YOUR INSTRUCTIONS:
Where a record holds a picture, leave the picture out; otherwise repeat every record exactly.

DATA FOR PROCESSING:

=== Section Start ===

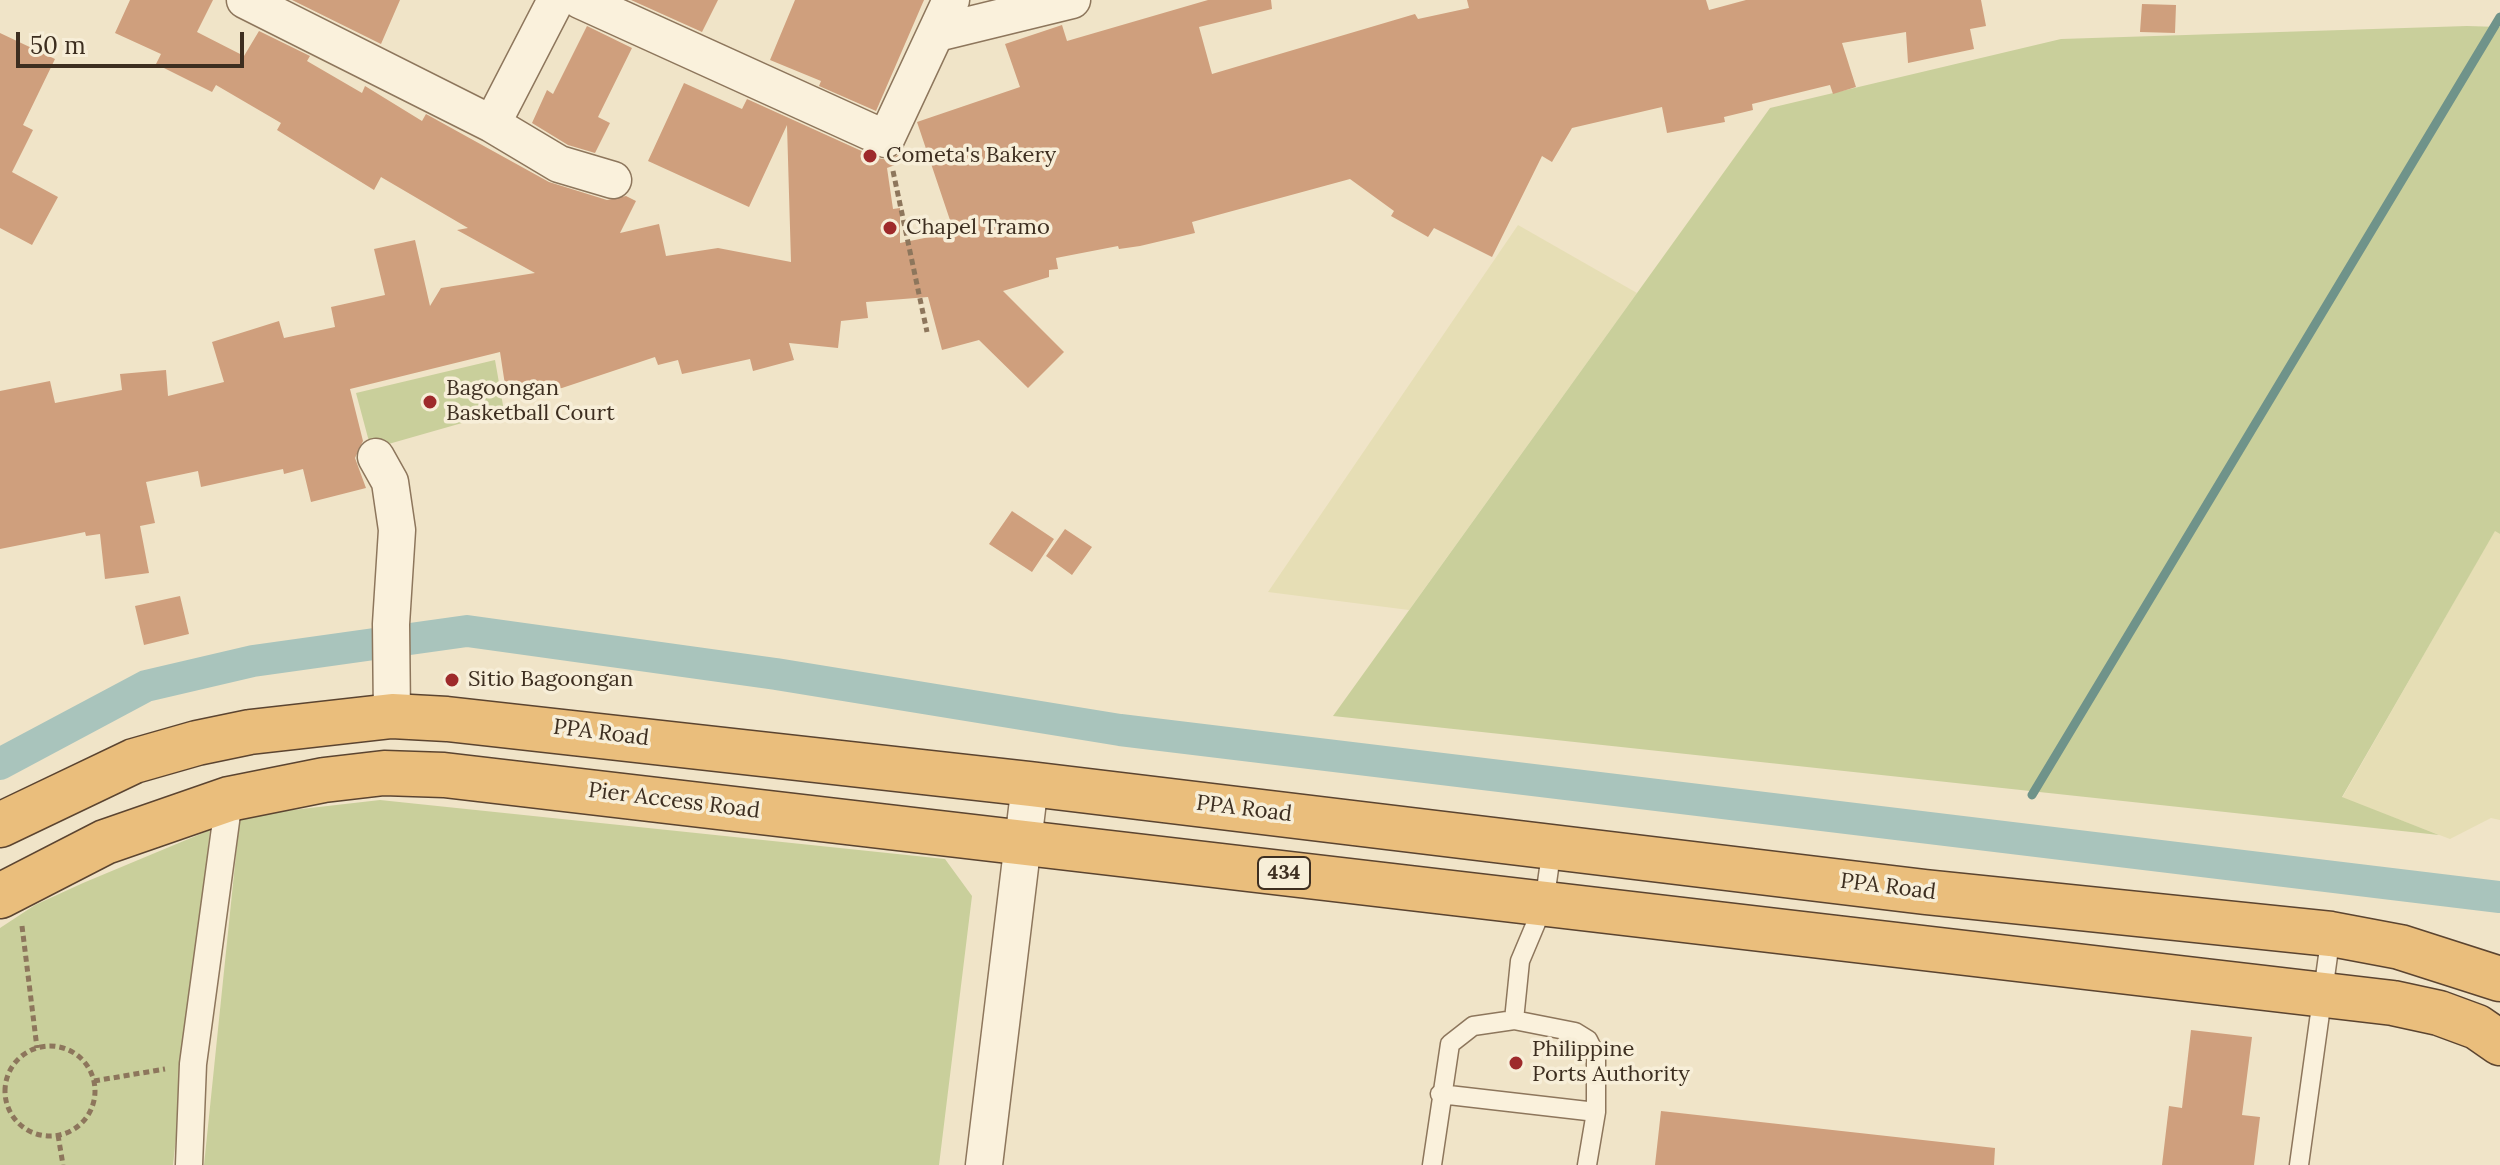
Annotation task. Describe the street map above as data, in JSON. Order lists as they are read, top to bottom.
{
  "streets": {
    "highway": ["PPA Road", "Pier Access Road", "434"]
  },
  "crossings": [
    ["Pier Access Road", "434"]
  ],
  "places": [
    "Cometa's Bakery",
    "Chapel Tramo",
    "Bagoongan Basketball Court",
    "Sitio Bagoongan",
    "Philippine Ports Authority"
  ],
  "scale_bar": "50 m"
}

=== Section End ===

ANSWER BOX:
Annotation task. Describe the street map above as data, in JSON. Order lists as they are read, top to bottom.
{
  "streets": {
    "highway": ["PPA Road", "Pier Access Road", "434"]
  },
  "crossings": [
    ["Pier Access Road", "434"]
  ],
  "places": [
    "Cometa's Bakery",
    "Chapel Tramo",
    "Bagoongan Basketball Court",
    "Sitio Bagoongan",
    "Philippine Ports Authority"
  ],
  "scale_bar": "50 m"
}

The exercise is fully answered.